We appreciate the opportunity to address the questions raised by Iavazzo et al regarding our recently published study entitled “Obesity and perioperative pulmonary complications in robotic gynecologic surgery.”
As Iavazzo et al stated, there is significant comorbidity between some types of gynecologic cancer and obesity, with 70-90% of patients with type I endometrial cancer also meeting criteria for obesity. We agree that patients undergoing robotic gynecologic surgery for treatment of oncologic conditions may spend more time in Trendelenburg position and may have longer operative times than patients undergoing robotic gynecologic surgery for benign indications. However, this was accounted for in our study in the multivariate analysis, which showed that neither operative time nor time in Trendelenburg position were associated with a higher rate of pulmonary complications. In fact, on this multivariate analysis, only older age was associated with a higher rate of pulmonary complications, with an odds ratio of 1.04 (95% confidence interval, 1.01–1.08).

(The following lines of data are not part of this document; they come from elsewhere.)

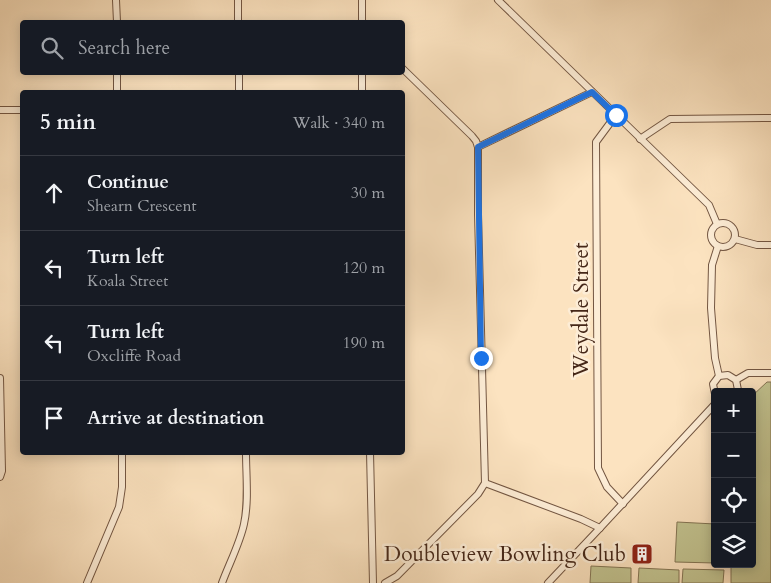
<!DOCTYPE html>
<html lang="en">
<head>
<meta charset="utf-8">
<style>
	body { margin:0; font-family:Cardo,serif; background:#242831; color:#f1f3f6 }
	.controls { position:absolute; right:15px; bottom:15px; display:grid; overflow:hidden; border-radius:5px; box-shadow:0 2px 12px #0003 }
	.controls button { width:45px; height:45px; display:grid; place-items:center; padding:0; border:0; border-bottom:1px solid #363941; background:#171b24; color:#f1f3f6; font:25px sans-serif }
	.stop { position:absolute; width:15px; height:15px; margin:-11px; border:4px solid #1a73e8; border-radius:50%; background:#fff }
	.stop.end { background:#1a73e8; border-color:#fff; box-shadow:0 1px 5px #0008 }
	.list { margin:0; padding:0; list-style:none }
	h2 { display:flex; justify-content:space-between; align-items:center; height:65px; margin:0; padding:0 20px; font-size:21px }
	h2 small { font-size:16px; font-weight:400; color:#9ea1a6 }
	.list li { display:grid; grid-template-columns:32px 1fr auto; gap:15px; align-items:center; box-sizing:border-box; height:75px; padding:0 20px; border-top:1px solid #363941 }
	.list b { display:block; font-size:19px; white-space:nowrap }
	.list p { margin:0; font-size:16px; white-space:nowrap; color:#9ea1a6 }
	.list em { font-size:16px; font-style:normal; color:#9ea1a6 }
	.icon { flex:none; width:28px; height:28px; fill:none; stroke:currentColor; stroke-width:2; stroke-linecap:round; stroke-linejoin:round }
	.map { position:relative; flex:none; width:771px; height:583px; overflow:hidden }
	.search { position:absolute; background:#171b24; box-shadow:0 2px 12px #0003; left:20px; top:20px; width:385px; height:55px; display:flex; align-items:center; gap:12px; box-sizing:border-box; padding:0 18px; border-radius:5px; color:#9ea1a6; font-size:19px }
	.panel { position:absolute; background:#171b24; box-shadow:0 2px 12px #0003; left:20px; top:90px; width:385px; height:365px; border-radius:5px }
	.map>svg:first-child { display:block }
	.green { fill:#c2c390; stroke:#847554 }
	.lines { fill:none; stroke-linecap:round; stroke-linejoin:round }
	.street-casing { stroke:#735642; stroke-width:8 }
	.street { stroke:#fdedd6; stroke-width:6 }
	.route { stroke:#1a73e8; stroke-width:6 }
	.labels { text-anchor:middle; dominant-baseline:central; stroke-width:5; stroke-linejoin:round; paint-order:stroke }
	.street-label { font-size:21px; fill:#452718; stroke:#fdedd6 }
	.poi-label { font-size:21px; fill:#452718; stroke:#fdedd6; text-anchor:end }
</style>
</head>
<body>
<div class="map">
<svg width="771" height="583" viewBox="0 0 771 583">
	<rect width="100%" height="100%" fill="#fce3c0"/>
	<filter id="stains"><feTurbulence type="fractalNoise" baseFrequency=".004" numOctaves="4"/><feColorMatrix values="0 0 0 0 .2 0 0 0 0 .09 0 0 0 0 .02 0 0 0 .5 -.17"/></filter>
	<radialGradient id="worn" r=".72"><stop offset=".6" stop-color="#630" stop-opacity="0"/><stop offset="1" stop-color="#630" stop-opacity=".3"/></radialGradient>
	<!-- green -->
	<g class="green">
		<polygon points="767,382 771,382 771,583 731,583 731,564 752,564 752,396"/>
		<polygon points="677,522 715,524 715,563 675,562"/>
		<polygon points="591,566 631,568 631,583 590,583"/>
		<polygon points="639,568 679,570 679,583 638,583"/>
		<polygon points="683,569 724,570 723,583 682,583"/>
	</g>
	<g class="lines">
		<!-- street casing -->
		<g class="street-casing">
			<g id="street">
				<polyline points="116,0 117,22"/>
				<polyline points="238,0 238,22"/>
				<polyline points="362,0 362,22"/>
				<polyline points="498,0 709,205 717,224"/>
				<polyline points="117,72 117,92"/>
				<polyline points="239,72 239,92"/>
				<polyline points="362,72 362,92"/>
				<polyline points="0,110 22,110"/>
				<polyline points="616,115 596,142 598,468 607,487 623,504"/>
				<polyline points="640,139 670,119 771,118"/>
				<polyline points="478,147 592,92"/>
				<circle cx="723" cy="235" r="12"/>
				<polyline points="735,239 757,245 771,245"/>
				<polyline points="718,246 712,265 711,308 715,358 719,376"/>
				<polyline points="0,378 2,471 0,477"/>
				<polyline points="736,380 748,373 771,373"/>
				<polyline points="715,394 713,384 719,376 728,375 736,380 738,390 736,392"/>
				<polyline points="370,452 373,583"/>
				<polyline points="485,483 581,519 600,528"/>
				<polyline points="87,583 119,507 122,487 122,452"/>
				<path d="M222 583C229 564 240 543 244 524 249 501 246 476 246 452"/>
				<polyline points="385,583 397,576 478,494 485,483 478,214 478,147 476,141 472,136 402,68"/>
				<polyline points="548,583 600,528 715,404"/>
			</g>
		</g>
		<!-- street -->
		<use href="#street" class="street"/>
	</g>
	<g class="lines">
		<!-- route -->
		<polyline class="route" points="481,358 478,147 592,92 616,115"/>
	</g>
	<!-- icons -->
	<defs>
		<g id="building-square" transform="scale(1.125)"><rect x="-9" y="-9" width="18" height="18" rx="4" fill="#8f2418" stroke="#fdedd6"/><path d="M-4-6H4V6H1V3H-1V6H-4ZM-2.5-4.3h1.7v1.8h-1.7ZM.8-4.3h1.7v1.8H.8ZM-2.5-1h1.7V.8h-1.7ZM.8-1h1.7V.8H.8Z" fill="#fff"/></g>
	</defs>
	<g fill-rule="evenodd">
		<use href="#building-square" x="642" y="554"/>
	</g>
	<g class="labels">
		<!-- street labels -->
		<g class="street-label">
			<text transform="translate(581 310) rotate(-90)">Weydale Street</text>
		</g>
		<!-- poi labels -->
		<g class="poi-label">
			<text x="626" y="554">Doubleview Bowling Club</text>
		</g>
	</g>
	<rect width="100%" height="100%" filter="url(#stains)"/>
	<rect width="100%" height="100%" fill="url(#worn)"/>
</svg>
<div class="controls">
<button>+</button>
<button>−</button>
<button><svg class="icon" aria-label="locate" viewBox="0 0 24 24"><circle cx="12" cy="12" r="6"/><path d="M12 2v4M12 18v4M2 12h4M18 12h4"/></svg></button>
<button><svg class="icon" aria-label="layers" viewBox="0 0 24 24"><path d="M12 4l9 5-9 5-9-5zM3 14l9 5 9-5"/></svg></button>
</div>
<div class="stop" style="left:616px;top:115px"></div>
<div class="stop end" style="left:481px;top:358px"></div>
<div class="search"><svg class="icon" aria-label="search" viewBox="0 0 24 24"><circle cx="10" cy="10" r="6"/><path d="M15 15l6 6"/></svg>Search here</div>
<section class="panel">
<h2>5 min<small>Walk · 340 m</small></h2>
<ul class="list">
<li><svg class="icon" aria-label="ahead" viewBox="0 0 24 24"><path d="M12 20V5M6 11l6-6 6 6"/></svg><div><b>Continue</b><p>Shearn Crescent</p></div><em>30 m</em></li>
<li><svg class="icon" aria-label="left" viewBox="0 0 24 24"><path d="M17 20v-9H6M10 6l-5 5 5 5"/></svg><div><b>Turn left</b><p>Koala Street</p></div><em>120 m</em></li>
<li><svg class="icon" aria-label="left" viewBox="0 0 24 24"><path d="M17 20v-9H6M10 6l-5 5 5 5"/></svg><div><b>Turn left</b><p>Oxcliffe Road</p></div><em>190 m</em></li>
<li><svg class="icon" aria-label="arrive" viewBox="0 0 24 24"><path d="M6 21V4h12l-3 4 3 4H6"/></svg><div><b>Arrive at destination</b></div></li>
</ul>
</section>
</div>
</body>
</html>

In the subgroup analysis requested by Iavazzo et al, we found 54 patients who underwent robotic radical hysterectomy for treatment of cervical cancer. Of these patients, 9 experienced any complication (17.3%) and only 1 had a pulmonary complication (1.9%). We additionally found 240 patients who underwent robotic hysterectomy with pelvic and paraaortic lymphadenectomy for treatment of endometrial cancer. Of these patients, 34 had any complication (14.2%) and 6 had a pulmonary complication (2.5%). Given the small size of these subgroups, there is inadequate power to detect a statistical difference between these subgroups and patients undergoing surgery for benign indications. Nonetheless, the complication rates are similar to our overall study group (14% all-cause complication rate and 3% pulmonary complication rate), suggesting that there is no clinical difference between patients who undergo robotic gynecologic surgery for oncologic vs benign indications.